- Task item: Please reproduce verbatim the lines below, from the first through the one with "List all labels, markers".

Saved data entries:
○ ○ ○ ○ ○ ○ ○

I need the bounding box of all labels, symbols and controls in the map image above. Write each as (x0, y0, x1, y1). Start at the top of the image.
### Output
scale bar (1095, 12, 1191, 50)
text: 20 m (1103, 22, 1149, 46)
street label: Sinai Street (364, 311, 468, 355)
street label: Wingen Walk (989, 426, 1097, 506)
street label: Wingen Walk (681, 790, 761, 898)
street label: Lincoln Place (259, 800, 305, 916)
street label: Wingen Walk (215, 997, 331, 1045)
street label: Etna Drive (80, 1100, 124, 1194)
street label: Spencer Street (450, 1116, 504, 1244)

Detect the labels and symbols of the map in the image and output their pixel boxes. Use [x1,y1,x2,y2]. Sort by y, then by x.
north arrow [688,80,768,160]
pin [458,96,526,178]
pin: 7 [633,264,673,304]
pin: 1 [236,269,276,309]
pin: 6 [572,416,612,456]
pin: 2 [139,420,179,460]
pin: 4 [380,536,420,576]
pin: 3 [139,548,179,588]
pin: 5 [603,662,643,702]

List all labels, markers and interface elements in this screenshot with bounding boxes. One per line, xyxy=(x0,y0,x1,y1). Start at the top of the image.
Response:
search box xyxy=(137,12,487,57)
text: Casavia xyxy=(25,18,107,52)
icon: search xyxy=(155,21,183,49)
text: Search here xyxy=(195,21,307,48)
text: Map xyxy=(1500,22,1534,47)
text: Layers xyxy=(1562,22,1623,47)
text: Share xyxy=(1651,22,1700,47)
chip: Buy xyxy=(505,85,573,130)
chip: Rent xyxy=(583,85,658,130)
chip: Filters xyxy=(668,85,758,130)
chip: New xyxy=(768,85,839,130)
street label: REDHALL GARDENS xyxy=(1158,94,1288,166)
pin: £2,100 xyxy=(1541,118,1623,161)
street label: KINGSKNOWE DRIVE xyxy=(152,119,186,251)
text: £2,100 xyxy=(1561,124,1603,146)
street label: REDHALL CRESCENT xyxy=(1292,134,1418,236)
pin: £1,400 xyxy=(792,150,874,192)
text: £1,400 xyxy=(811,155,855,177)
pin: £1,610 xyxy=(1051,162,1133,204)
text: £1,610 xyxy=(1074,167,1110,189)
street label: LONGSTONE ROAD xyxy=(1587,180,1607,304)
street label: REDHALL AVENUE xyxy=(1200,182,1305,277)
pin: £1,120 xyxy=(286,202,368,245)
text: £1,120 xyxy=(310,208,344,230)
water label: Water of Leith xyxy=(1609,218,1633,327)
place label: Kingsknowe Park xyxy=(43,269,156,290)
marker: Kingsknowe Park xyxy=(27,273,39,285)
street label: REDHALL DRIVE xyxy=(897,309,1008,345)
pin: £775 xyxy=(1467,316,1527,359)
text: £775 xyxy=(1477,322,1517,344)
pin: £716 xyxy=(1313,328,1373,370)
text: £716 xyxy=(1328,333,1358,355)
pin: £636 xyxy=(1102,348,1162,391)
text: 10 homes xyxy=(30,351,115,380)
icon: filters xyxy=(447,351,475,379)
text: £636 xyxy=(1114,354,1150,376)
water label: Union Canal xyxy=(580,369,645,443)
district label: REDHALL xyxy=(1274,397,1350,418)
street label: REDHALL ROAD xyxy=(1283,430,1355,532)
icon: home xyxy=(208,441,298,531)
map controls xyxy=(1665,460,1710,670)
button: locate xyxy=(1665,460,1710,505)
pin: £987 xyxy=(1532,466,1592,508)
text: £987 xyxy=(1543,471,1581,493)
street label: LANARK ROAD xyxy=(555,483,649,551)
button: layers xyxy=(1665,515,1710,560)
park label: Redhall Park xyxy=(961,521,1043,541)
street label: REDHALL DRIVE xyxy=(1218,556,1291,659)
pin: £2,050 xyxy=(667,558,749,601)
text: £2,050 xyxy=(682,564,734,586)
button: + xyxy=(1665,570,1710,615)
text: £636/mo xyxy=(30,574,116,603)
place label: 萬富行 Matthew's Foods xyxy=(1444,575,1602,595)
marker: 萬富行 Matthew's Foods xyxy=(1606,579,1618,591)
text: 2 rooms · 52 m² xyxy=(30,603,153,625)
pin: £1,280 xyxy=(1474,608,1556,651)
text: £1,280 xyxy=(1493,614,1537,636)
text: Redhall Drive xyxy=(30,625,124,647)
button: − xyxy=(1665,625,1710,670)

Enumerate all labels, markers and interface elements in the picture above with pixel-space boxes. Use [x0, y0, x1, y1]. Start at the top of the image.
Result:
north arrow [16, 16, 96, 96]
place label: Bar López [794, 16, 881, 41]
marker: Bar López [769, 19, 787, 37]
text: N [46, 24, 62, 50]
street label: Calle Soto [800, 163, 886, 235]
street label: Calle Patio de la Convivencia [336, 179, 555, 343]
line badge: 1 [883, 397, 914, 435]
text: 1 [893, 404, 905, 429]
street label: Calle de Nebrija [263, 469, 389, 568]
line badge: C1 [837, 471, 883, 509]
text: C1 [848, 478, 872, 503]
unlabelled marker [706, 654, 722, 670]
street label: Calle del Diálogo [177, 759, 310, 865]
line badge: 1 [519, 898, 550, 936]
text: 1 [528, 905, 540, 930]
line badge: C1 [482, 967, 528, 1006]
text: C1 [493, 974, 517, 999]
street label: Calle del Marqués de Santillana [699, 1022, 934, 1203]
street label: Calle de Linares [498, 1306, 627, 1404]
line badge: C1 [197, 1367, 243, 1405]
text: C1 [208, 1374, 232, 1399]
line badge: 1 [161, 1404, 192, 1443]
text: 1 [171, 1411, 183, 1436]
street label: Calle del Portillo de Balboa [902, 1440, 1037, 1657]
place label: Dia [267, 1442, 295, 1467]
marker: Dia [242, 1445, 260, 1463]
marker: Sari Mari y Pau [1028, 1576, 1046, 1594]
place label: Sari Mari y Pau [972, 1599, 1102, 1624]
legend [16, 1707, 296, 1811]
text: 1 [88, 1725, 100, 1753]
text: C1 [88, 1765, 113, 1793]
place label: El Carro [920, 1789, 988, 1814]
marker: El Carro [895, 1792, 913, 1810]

○ ○ ○ ○ ○ ○ ○

- Written solution:
I need the bounding box of all labels, symbols and controls in the map image above. Write each as (x0, y0, x1, y1). Start at the top of the image.
### Output
scale bar (1095, 12, 1191, 50)
text: 20 m (1103, 22, 1149, 46)
street label: Sinai Street (364, 311, 468, 355)
street label: Wingen Walk (989, 426, 1097, 506)
street label: Wingen Walk (681, 790, 761, 898)
street label: Lincoln Place (259, 800, 305, 916)
street label: Wingen Walk (215, 997, 331, 1045)
street label: Etna Drive (80, 1100, 124, 1194)
street label: Spencer Street (450, 1116, 504, 1244)

Detect the labels and symbols of the map in the image and output their pixel boxes. Use [x1,y1,x2,y2]. Sort by y, then by x.
north arrow [688,80,768,160]
pin [458,96,526,178]
pin: 7 [633,264,673,304]
pin: 1 [236,269,276,309]
pin: 6 [572,416,612,456]
pin: 2 [139,420,179,460]
pin: 4 [380,536,420,576]
pin: 3 [139,548,179,588]
pin: 5 [603,662,643,702]

List all labels, markers and interface elements in this screenshot with bounding boxes. One per line, xyxy=(x0,y0,x1,y1). Start at the top of the image.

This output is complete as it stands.